Two Matriarchs Keep 'Family That Preys' Afloat

The best thing about "Tyler Perry's The Family That Preys" is the opportunity it affords to watch a pair of veteran actresses still at the top of their game.

Alfre Woodard and Kathy Bates play best pals in this soap opera-style story, and the moments each are on-screen are undeniably the movie's best. One senses a rapport and chemistry between the women that transcends the formulaic plot.

Essentially, this is a tale of two families whose lives have been intertwined for a couple of generations.

At first, it's hard to imagine what drew Woodard's modest Alice to Bates' over-the-top Charlotte. While Alice is down-to-earth, wise and warm, Charlotte is imperious, childish and unforgiving. Both are divorced, though Charlotte has been through a trio of wealthy husbands and rattles around in a sprawling plantation-style mansion. Alice lives much more modestly. Charlotte is on the board of a huge corporation built by one her husbands, while Alice runs a cozy diner along with her daughter Pam (Taraji Henson). Charlotte must contend with William, her arrogant, scheming son running the family company (Cole Hauser). Meanwhile, Alice is baffled by her self-centered and ambitious daughter (Sanaa Lathan) who from the day of her wedding looks down on her construction worker husband, Chris. (Rockmond Dunbar). Pam and her husband (Tyler Perry in a very low-key role) have a stable marriage, but struggle financially.
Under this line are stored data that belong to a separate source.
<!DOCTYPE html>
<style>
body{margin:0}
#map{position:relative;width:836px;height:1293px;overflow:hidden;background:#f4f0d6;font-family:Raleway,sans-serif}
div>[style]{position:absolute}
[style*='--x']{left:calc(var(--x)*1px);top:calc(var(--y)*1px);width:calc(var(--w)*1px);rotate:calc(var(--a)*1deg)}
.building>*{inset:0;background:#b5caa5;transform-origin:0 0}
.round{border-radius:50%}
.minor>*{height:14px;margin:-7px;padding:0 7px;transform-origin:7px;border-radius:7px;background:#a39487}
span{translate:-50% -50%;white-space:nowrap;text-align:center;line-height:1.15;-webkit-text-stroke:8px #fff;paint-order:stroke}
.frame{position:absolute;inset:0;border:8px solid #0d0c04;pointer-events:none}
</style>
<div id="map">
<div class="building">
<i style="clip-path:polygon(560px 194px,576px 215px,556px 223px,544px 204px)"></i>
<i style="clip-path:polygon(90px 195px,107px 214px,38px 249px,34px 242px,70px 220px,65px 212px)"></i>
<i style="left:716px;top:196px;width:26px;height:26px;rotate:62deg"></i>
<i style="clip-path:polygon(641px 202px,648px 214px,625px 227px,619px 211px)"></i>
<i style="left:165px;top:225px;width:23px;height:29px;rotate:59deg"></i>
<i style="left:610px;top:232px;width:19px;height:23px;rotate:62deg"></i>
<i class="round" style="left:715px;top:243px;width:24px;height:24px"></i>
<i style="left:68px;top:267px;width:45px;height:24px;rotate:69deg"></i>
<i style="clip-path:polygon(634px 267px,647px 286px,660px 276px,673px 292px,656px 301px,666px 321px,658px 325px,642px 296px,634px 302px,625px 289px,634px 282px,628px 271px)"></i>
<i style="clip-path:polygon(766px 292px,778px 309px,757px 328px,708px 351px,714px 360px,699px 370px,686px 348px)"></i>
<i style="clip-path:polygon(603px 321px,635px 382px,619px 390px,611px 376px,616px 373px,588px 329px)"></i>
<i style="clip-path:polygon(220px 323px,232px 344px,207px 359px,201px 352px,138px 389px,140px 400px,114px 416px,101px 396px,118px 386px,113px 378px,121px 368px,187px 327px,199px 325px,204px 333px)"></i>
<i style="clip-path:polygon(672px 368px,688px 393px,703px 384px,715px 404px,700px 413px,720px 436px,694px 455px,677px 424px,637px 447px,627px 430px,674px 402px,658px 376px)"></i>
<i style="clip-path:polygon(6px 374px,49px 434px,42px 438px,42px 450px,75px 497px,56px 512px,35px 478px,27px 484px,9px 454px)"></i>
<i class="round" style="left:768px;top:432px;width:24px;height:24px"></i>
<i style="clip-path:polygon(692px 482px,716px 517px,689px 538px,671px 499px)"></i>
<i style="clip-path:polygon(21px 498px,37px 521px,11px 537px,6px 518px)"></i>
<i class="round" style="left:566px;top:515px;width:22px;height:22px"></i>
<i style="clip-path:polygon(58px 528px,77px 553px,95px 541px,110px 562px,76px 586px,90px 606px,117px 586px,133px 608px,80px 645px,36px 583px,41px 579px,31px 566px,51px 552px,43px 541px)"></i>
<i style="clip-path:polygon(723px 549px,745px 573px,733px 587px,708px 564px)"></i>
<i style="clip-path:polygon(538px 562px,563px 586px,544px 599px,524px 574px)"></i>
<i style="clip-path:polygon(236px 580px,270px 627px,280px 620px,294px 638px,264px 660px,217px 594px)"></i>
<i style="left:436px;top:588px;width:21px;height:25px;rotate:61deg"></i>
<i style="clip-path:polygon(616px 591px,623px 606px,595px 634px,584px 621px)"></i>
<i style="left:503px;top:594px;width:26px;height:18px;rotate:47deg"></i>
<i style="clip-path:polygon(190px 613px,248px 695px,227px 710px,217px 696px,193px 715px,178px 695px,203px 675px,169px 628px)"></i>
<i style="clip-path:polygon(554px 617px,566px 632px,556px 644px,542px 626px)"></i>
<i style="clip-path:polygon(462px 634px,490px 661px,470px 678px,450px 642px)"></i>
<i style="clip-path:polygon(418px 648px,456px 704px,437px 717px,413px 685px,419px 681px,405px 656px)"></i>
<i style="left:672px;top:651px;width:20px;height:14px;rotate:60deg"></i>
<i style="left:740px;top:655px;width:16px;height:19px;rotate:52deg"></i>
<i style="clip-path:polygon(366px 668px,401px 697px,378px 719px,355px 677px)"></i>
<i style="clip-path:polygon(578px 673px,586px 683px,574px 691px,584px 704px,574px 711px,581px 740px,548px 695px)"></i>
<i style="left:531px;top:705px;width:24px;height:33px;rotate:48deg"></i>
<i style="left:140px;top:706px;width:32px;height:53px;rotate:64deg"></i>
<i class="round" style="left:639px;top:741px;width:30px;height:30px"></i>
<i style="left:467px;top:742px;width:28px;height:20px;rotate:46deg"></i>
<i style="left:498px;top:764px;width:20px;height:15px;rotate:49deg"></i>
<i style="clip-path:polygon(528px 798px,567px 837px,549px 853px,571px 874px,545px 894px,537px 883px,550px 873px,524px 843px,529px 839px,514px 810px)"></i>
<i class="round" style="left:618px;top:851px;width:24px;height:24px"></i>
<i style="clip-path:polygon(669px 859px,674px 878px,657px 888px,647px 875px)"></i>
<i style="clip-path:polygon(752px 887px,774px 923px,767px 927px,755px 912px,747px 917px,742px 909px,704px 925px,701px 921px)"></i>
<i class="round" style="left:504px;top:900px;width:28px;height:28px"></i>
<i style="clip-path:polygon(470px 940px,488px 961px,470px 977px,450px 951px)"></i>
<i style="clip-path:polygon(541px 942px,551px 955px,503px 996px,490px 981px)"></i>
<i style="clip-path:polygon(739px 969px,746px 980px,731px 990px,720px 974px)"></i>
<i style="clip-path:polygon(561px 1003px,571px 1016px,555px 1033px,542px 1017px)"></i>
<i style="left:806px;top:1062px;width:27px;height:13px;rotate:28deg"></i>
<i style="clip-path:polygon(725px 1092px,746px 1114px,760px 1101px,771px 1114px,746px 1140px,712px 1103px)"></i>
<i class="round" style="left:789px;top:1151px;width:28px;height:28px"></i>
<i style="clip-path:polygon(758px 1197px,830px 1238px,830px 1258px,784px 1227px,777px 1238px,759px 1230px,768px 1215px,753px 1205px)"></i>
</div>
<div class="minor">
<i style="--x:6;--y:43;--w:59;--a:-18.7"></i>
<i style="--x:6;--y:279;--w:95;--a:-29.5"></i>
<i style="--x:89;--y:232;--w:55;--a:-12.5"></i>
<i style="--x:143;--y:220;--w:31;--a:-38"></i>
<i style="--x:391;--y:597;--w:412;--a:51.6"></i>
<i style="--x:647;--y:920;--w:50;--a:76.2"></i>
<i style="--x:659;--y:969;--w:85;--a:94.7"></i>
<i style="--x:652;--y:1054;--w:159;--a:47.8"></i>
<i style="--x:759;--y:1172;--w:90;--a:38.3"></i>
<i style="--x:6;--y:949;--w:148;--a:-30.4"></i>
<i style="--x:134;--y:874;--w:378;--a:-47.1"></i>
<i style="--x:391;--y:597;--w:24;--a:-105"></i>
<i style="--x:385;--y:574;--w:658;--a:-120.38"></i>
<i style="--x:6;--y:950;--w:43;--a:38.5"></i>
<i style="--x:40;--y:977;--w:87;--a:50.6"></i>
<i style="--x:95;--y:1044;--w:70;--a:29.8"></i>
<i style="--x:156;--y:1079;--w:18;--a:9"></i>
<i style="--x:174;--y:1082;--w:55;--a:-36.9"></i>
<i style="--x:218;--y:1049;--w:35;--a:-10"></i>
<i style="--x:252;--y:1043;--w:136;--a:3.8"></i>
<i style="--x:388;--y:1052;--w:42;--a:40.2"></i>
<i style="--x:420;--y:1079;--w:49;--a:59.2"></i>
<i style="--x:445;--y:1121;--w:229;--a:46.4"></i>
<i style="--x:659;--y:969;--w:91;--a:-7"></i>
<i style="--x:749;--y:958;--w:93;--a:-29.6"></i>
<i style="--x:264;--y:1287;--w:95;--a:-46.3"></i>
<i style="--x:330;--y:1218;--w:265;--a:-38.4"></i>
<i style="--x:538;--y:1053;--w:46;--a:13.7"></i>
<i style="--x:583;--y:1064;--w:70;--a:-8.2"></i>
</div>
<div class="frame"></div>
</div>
The focus is squarely on the family: parent-child issues, sibling rivalry and infidelity are the main problems, but issues like greed and corruption also are part of the tale. Perry also addresses complex race and class issues and generally tackles a broader canvas with this more serious story. There's no sign of the ribald, pot-smoking granny, Madea, played by Perry in several previous films.

What makes this movie entertaining hinges mostly on Woodard and Bates, as they take a road trip across the South and Southwest. Their encounters with garrulous cowboys, sundry rednecks and other characters provide some humor. What might easily have been annoying and cloying in the hands of lesser actresses is enjoyable here. In contrast, some of the smaller parts, such as William's clueless wife, Jillian (KaDee Strickland), and Abby (Robin Givens), a knowing and principled executive, seem more amateurish, particularly when compared with Woodard's natural performance.

Though better than most of Perry's broad comedies, "The Family That Preys" still suffers from excessive predictability and mawkish sentiment, which detracts from the story's believability. When the story is focused upon the formidable duo of family matriarchs, things proceed more smoothly.